No menu items!

Field Liquidations: Soybean Dollar Boosted Revenue in May, but Plunged 38% for the Year

Share This Post

- Advertisement -

During the month of May and after the end of the export increase program (PIE) known as soybean dollar 3, the foreign exchange settlement of agribusiness exports increased $4212.73 million, up 78% from Aprilthus bringing the total revenue from overseas sales of grains and by-products to $9449.97 million in all of 2023.

- Advertisement -

The sum is 38% lower than that obtained in the same period of the previous year, at which time it surpassed $15.329 million. This is due to the meager harvests of the last campaign, the worst for several decades, due to the extreme drought that affected much of Argentina’s agricultural area, which would result in a loss of about 20,000 million dollars of net income from the field according to the Rosario Stock Exchange (BCR) calculations.

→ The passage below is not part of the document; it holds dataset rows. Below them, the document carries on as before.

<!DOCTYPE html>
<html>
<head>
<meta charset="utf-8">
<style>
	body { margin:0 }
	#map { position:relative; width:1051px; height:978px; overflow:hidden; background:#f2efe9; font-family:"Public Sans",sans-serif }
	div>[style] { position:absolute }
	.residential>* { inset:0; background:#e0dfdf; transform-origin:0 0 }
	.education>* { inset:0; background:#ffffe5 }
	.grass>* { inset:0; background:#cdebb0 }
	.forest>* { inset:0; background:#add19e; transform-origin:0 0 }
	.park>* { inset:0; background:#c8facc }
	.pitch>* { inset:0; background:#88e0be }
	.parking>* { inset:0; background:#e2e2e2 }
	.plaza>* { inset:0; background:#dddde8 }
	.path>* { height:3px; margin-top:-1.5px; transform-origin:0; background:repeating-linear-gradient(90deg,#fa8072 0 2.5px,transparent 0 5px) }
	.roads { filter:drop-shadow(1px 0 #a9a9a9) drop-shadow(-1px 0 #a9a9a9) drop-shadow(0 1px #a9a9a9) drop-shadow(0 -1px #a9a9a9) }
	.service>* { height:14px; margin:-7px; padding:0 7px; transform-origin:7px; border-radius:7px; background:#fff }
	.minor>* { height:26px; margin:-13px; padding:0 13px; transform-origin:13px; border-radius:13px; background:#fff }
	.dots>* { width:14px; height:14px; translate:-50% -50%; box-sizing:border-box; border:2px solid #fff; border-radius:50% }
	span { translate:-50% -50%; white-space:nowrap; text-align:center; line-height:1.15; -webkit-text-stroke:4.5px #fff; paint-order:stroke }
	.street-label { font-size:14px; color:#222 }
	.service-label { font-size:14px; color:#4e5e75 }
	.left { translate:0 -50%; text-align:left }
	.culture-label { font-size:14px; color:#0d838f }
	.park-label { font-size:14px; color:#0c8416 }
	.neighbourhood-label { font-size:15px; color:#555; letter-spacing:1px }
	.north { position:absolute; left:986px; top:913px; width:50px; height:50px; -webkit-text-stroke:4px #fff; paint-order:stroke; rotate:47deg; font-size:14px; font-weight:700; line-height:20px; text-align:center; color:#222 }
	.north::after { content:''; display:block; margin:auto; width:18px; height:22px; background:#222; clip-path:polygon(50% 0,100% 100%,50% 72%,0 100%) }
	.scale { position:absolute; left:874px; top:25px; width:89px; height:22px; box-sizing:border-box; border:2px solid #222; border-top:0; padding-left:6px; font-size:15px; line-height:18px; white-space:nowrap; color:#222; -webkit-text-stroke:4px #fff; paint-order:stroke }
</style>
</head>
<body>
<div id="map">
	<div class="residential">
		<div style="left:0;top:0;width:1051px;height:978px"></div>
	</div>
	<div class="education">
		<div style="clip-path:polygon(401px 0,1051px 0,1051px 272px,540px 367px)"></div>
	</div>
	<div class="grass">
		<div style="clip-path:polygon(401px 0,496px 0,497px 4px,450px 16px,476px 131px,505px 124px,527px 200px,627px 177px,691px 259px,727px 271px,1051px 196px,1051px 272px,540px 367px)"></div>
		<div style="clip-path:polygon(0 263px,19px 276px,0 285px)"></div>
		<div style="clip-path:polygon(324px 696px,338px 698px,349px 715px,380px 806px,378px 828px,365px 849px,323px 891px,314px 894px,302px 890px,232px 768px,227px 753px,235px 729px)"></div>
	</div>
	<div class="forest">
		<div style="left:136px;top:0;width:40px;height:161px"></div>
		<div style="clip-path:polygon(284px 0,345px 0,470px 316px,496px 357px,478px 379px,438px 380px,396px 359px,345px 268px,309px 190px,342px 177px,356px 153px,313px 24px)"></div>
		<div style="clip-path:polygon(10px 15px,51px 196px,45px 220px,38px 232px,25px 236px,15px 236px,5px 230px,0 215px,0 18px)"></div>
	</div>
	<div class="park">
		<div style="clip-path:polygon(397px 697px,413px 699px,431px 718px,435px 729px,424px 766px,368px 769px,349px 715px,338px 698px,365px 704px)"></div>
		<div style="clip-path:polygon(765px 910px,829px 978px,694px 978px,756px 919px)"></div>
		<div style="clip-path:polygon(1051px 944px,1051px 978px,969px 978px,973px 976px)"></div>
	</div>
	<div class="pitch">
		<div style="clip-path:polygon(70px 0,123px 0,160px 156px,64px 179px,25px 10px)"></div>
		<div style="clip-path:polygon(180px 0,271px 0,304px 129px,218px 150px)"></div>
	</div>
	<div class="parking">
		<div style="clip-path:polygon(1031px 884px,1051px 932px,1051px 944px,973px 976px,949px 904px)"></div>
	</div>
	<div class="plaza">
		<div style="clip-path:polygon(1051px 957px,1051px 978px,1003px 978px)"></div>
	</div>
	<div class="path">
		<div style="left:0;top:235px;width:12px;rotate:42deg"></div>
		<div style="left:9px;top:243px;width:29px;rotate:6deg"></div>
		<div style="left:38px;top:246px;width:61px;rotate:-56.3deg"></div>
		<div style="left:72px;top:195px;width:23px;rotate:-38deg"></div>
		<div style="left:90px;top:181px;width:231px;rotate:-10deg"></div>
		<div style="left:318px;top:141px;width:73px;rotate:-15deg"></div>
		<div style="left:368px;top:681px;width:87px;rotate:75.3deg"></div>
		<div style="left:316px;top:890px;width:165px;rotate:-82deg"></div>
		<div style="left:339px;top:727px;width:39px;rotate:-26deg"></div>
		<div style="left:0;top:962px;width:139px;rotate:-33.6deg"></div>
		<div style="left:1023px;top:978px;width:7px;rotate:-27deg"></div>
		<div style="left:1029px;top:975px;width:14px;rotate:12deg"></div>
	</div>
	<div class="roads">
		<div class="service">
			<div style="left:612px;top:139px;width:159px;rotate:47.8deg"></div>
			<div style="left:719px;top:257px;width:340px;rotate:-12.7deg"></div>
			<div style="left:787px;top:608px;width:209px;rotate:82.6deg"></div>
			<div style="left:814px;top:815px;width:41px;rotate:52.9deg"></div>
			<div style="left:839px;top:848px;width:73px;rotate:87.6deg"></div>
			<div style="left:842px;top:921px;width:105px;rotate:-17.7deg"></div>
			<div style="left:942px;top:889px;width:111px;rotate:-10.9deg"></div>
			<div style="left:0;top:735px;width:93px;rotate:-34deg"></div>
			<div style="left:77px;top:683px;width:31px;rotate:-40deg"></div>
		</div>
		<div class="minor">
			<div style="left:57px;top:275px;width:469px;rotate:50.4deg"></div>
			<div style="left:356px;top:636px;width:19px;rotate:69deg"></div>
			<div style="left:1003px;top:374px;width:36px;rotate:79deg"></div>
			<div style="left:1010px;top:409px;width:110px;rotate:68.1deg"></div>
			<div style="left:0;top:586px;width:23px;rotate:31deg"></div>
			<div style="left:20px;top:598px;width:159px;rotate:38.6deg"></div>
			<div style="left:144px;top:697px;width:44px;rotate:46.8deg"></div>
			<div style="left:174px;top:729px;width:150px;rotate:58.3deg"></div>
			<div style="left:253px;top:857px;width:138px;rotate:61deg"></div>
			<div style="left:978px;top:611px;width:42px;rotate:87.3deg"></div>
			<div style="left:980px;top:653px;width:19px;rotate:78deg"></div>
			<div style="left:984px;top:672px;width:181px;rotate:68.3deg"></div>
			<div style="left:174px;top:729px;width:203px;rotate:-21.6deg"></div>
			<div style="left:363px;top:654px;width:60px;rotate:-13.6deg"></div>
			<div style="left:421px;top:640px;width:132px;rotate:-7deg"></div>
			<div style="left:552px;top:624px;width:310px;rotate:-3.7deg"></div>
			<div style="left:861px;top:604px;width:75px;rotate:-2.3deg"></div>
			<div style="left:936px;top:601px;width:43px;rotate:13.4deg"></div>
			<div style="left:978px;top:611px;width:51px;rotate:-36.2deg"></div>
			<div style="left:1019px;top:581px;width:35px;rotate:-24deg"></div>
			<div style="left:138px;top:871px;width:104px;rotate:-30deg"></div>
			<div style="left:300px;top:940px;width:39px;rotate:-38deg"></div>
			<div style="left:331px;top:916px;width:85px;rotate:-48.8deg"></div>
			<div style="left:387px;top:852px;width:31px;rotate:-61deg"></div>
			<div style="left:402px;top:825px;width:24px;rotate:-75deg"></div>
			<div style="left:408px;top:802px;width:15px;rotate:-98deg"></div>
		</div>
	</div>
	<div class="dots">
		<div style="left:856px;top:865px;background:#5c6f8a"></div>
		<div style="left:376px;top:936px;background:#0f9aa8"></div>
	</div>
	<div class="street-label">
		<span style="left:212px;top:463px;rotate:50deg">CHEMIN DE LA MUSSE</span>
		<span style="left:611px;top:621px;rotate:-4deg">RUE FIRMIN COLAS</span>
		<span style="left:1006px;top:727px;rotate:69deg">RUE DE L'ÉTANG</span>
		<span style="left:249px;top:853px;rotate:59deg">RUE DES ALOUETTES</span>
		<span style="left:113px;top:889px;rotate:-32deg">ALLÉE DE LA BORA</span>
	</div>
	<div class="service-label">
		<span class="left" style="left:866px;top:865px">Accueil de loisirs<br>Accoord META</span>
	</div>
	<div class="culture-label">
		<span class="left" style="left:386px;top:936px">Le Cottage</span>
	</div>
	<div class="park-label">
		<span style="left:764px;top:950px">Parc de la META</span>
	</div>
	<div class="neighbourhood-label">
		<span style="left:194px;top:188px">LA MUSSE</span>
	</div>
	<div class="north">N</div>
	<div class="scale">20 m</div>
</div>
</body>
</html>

According to the Chamber of the Petroleum Industry of the Argentine Republic (CIARA) and the Cereal Exporters Center (CEC), subjects that represent 48% of national exports, in May the companies in the sector liquidated 45% less than the same month of 2022.

- Advertisement -

“The foreign currency income for the month of May is a reflection of a market heavily impacted by the extreme drought which has drastically reduced production of the rough crop, corn and soybeans,” they explained on camera. But it should also be taken into account that PIE III expired on May 31 and caused significantly higher supplies of soybeans, sunflower, sorghum and barley than in previous months. According to official data, at the end, soybean 3 dollar contributed $5086 million.

On the other hand, for a week, the closest future on soy has plunged below 500 dollars and the fall does not stop. “The context which cannot be worse for the country, as it is having the worst soybean campaign since 1996, considering its productivity,” the BCR said.

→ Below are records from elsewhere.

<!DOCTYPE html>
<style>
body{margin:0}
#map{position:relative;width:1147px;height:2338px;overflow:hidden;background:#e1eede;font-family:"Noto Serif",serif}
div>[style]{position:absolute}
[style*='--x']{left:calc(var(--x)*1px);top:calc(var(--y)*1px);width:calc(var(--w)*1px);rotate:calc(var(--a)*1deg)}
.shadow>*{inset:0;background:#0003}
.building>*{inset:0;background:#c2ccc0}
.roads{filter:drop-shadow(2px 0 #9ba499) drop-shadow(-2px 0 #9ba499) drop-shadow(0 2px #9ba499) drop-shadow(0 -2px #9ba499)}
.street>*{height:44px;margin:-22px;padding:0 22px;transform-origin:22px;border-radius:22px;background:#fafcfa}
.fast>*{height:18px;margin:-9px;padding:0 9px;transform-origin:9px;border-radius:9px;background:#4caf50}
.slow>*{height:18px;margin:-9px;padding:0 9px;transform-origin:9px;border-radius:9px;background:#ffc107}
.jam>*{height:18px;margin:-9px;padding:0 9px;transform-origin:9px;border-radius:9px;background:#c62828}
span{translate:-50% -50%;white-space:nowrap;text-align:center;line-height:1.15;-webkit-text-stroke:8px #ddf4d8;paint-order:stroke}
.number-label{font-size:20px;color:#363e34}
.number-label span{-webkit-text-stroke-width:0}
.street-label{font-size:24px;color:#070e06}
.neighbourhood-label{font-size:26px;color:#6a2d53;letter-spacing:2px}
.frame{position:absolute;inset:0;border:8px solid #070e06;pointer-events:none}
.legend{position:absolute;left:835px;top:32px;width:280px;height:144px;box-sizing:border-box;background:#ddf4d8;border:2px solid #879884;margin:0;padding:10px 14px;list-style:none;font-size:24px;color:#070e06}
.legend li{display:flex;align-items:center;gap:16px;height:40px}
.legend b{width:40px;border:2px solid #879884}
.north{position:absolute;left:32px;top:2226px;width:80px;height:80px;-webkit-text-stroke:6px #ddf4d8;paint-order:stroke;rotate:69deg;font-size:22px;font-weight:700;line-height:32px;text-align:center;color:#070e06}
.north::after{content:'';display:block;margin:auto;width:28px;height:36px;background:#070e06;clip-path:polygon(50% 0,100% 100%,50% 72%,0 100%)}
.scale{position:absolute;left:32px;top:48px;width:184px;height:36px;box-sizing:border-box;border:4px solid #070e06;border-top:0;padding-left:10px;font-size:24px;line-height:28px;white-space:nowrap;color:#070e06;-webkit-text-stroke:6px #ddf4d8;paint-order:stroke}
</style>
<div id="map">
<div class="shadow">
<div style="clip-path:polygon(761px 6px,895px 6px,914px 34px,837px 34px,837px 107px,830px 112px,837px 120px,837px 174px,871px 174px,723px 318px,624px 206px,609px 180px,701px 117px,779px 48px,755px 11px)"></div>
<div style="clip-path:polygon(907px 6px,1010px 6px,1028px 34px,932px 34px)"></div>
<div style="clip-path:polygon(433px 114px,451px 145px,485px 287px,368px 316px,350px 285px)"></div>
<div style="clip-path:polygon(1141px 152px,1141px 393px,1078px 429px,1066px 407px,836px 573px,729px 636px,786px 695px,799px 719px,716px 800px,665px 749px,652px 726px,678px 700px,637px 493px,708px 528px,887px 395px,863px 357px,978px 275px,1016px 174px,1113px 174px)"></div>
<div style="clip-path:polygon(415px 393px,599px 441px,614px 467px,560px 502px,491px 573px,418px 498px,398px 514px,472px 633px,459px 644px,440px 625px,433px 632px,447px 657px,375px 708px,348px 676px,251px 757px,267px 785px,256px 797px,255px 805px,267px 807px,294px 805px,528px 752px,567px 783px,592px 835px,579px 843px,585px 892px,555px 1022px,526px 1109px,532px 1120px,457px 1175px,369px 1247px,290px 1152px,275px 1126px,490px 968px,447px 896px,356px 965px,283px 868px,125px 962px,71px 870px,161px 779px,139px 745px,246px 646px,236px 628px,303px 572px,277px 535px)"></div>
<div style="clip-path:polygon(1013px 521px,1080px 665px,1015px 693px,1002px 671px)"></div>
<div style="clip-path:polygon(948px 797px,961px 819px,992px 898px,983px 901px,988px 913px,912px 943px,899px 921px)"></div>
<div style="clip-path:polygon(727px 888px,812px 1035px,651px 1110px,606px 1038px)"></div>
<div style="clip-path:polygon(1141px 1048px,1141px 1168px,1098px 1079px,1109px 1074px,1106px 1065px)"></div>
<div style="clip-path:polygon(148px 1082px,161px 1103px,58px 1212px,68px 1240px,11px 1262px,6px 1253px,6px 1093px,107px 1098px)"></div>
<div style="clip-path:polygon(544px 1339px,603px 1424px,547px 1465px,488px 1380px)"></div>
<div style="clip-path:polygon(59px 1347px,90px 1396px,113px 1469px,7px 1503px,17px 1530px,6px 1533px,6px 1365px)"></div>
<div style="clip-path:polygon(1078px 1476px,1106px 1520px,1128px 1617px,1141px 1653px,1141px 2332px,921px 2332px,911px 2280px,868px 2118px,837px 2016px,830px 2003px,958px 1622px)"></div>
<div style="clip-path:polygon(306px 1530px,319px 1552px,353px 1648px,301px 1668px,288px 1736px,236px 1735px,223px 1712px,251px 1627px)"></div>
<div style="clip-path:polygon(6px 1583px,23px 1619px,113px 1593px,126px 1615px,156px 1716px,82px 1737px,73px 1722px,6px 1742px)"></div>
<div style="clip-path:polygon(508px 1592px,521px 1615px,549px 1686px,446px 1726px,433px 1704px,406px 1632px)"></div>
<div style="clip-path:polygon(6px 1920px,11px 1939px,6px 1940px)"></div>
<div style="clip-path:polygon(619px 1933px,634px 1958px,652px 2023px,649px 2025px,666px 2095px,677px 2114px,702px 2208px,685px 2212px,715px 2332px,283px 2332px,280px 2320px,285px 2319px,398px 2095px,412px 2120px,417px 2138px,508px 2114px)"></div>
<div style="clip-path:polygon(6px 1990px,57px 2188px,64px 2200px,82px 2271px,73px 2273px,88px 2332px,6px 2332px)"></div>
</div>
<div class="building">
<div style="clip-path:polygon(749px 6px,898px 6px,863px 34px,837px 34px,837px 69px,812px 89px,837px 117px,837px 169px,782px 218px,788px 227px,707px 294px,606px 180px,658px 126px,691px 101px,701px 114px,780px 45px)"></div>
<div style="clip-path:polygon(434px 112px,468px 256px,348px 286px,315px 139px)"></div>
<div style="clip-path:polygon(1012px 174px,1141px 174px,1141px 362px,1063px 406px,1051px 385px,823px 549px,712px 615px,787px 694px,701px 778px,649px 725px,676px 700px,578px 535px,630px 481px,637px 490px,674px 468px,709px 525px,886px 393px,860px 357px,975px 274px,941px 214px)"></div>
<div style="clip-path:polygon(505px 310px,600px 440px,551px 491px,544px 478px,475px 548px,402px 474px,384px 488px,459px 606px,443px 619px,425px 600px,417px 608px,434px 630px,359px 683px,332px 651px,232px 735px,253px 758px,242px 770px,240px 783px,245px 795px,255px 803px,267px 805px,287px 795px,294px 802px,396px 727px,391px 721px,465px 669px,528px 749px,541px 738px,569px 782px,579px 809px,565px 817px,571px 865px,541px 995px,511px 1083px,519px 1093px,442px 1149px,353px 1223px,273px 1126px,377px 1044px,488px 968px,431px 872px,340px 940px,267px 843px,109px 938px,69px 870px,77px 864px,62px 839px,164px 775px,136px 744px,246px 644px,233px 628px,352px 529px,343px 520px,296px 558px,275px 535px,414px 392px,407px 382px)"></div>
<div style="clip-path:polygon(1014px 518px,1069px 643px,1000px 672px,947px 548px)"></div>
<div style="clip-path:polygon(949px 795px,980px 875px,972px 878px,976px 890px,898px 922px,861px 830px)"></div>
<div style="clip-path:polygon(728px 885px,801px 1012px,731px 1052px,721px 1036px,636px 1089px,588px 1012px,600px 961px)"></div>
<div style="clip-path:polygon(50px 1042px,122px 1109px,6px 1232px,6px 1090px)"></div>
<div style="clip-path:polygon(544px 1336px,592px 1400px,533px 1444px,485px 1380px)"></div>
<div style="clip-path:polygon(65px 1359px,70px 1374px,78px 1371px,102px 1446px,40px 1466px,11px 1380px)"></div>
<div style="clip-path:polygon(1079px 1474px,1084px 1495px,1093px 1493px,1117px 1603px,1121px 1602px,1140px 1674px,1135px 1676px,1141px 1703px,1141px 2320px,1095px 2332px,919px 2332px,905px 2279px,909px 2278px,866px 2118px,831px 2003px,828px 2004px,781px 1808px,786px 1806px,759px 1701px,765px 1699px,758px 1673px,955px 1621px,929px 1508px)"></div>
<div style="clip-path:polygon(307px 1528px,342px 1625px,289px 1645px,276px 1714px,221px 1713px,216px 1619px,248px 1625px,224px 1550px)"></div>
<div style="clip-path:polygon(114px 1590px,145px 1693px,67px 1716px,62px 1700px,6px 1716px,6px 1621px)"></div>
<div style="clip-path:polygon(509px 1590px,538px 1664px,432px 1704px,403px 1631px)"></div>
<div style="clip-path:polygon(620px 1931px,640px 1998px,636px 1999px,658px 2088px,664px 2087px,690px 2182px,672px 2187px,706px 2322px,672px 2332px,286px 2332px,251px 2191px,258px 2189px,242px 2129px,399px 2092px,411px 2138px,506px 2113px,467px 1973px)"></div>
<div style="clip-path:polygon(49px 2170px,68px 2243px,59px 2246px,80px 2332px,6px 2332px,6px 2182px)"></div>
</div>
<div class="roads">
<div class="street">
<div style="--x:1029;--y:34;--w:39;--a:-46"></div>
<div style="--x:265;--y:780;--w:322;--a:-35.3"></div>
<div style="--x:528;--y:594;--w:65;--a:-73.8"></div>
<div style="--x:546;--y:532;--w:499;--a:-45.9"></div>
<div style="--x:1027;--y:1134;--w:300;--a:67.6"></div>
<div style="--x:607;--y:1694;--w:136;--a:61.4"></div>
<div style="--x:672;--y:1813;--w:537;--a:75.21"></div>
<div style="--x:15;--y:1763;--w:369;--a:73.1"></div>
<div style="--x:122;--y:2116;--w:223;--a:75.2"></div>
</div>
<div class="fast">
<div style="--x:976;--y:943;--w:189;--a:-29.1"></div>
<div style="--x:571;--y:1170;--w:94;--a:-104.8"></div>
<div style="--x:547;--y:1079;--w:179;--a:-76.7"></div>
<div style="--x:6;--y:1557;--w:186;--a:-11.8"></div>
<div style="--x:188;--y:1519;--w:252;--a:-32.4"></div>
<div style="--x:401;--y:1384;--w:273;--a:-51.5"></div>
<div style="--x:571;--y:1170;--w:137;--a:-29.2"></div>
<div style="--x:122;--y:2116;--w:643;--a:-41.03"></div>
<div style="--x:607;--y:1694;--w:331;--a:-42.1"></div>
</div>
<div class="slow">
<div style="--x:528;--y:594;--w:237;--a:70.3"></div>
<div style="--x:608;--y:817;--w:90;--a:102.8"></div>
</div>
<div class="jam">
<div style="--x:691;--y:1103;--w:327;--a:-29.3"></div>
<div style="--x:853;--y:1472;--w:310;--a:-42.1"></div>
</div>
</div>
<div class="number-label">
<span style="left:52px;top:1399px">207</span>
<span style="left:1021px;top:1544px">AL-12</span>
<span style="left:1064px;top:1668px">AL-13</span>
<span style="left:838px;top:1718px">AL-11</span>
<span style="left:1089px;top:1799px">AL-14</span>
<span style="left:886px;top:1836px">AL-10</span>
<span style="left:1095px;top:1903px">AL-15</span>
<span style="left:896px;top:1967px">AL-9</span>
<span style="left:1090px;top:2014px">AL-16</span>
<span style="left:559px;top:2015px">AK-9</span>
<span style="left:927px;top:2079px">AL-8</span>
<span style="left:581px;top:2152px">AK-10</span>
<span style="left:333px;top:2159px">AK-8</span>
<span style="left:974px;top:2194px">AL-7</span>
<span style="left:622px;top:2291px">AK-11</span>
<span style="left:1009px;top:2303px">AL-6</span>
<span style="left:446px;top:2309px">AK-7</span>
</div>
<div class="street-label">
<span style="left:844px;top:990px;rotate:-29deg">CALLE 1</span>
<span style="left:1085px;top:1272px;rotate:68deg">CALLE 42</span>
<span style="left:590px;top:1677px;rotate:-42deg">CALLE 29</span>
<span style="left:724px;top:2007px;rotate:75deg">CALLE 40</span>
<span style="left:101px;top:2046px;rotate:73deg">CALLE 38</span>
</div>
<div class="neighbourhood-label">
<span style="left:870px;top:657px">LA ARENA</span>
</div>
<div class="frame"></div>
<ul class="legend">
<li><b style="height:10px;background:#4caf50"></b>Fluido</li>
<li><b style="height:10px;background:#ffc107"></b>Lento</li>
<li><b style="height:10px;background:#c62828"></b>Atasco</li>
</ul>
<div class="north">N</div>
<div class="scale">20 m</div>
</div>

Soybean Complex Export Valuation Lost $1.3 Billion In Just Two Months Due To Falling Prices. And, according to the body, “there are few factors that have the potential to reverse the downward trend in prices in the short term.”

Thus, warns the BCR, “the collapse in prices becomes a serious blow for a country like ours, heavily dependent on agricultural exports in general and on the soybean complex in particular”.

From March to date, the valuation of the projected volume of exports from the soybean complex has lost an additional $1.3 billion. Consequently, at current values, FX settlement of Argentina’s main export complex would post $8 trillion interim loss in 2022-23 cyclecompared to the previous 2021/2022 campaign, according to BCR estimates.

Other reasons for this price decline include a rebuilding of US inventory levels to their highest level in four years and the massive exit of soybean-positioned investment funds in the Chicago market.